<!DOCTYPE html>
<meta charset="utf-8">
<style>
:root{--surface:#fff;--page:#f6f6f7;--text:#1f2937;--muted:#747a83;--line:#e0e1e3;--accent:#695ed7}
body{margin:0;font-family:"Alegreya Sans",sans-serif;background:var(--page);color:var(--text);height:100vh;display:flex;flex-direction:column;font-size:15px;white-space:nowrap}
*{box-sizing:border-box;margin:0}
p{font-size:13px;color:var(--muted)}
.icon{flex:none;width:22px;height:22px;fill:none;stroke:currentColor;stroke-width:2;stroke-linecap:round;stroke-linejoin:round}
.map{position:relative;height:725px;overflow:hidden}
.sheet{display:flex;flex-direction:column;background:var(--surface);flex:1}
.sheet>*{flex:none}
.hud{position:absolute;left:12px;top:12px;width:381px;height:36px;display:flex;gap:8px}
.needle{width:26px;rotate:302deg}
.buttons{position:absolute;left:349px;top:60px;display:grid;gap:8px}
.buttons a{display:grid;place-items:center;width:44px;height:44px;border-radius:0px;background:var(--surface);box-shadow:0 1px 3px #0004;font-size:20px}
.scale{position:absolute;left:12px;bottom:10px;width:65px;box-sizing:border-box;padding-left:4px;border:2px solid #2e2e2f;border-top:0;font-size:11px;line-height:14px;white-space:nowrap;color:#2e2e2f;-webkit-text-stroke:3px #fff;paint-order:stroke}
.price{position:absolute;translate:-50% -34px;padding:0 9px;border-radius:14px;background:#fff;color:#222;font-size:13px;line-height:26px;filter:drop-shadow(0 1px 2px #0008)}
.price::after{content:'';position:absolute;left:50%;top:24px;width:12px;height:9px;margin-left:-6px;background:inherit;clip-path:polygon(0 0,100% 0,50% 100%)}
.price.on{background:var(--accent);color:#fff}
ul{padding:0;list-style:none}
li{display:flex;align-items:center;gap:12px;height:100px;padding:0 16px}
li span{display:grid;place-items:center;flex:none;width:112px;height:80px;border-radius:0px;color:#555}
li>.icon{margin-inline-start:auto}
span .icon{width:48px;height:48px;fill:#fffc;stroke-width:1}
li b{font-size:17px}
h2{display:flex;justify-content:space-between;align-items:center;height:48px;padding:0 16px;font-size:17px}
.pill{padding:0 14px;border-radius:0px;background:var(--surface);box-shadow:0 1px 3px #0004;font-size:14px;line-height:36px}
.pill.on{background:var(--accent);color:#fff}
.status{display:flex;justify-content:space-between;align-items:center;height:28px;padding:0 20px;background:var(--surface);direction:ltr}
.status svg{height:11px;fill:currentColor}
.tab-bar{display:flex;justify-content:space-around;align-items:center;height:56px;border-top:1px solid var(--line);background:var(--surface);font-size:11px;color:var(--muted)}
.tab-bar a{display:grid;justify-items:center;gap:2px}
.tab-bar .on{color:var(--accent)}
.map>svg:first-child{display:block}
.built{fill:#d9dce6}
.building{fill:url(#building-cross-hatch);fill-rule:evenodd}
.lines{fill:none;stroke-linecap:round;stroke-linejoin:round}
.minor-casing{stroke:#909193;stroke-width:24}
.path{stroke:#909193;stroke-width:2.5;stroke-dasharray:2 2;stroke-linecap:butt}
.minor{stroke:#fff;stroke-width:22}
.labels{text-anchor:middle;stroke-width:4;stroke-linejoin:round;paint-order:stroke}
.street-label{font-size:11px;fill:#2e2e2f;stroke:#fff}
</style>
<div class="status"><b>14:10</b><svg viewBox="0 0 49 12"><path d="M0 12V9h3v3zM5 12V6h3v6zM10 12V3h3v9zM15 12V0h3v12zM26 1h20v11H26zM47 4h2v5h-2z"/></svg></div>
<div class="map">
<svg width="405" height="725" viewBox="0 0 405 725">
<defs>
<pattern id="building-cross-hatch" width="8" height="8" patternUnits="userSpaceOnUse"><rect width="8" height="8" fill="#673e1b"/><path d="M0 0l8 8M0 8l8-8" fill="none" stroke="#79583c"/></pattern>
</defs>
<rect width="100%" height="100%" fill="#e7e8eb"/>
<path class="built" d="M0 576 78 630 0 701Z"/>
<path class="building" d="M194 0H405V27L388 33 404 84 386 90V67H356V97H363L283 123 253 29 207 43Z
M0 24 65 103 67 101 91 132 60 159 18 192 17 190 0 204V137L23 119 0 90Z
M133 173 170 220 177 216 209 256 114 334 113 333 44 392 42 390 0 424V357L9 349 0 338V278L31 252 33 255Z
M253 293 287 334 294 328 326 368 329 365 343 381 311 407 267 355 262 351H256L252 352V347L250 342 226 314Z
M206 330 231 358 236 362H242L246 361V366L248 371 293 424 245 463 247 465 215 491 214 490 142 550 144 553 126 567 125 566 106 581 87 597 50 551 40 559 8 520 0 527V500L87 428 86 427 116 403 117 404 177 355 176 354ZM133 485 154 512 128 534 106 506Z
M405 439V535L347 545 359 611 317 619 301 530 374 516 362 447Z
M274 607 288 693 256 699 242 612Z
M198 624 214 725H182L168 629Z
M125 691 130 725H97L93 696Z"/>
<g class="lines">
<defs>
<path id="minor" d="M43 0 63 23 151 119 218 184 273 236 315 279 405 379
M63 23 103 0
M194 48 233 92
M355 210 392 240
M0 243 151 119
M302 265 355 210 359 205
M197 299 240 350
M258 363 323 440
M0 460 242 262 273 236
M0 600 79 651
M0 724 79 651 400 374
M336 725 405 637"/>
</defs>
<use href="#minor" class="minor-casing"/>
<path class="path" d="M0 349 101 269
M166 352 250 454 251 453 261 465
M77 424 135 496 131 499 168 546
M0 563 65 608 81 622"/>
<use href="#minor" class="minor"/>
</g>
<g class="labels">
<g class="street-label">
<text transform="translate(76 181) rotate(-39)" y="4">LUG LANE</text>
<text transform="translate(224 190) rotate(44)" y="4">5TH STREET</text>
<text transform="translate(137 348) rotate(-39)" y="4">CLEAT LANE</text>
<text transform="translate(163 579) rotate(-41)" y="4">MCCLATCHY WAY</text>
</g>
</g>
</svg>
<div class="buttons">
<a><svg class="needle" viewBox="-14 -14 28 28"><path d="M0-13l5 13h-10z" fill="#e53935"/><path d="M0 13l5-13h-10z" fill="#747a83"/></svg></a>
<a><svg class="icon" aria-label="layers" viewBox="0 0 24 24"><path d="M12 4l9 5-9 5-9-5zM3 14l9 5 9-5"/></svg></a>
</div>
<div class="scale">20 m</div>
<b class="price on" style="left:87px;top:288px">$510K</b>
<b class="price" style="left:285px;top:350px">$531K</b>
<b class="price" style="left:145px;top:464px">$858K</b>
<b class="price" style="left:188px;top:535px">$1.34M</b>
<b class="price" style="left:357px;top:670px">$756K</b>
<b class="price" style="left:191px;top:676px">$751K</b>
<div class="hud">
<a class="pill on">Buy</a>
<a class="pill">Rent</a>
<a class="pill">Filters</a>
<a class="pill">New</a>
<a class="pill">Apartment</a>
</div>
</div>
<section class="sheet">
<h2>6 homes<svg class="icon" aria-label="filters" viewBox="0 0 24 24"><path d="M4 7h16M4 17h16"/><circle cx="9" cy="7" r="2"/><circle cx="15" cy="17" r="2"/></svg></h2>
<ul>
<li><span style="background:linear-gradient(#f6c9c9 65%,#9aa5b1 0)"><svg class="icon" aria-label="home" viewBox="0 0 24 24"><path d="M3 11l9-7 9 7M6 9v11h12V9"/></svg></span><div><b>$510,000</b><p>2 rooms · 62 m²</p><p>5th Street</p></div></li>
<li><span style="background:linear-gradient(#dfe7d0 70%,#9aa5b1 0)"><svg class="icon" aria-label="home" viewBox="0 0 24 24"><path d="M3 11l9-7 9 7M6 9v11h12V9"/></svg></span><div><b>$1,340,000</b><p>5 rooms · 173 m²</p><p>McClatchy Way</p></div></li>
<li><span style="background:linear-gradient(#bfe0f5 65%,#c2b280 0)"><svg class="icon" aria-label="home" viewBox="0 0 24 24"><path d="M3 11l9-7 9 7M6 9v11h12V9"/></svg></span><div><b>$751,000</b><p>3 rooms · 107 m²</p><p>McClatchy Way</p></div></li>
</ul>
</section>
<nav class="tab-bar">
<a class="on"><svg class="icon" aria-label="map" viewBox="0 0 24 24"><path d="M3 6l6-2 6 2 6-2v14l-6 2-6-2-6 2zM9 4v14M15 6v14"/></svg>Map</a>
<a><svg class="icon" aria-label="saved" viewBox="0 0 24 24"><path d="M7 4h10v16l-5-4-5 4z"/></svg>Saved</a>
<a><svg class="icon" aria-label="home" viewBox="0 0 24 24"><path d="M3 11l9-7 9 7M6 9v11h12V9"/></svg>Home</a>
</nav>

=-=-=

Exercise requirements:
In the listing above, find every line with the word "linecap" and copy it out.

Worked solution:
.icon{flex:none;width:22px;height:22px;fill:none;stroke:currentColor;stroke-width:2;stroke-linecap:round;stroke-linejoin:round}
.lines{fill:none;stroke-linecap:round;stroke-linejoin:round}
.path{stroke:#909193;stroke-width:2.5;stroke-dasharray:2 2;stroke-linecap:butt}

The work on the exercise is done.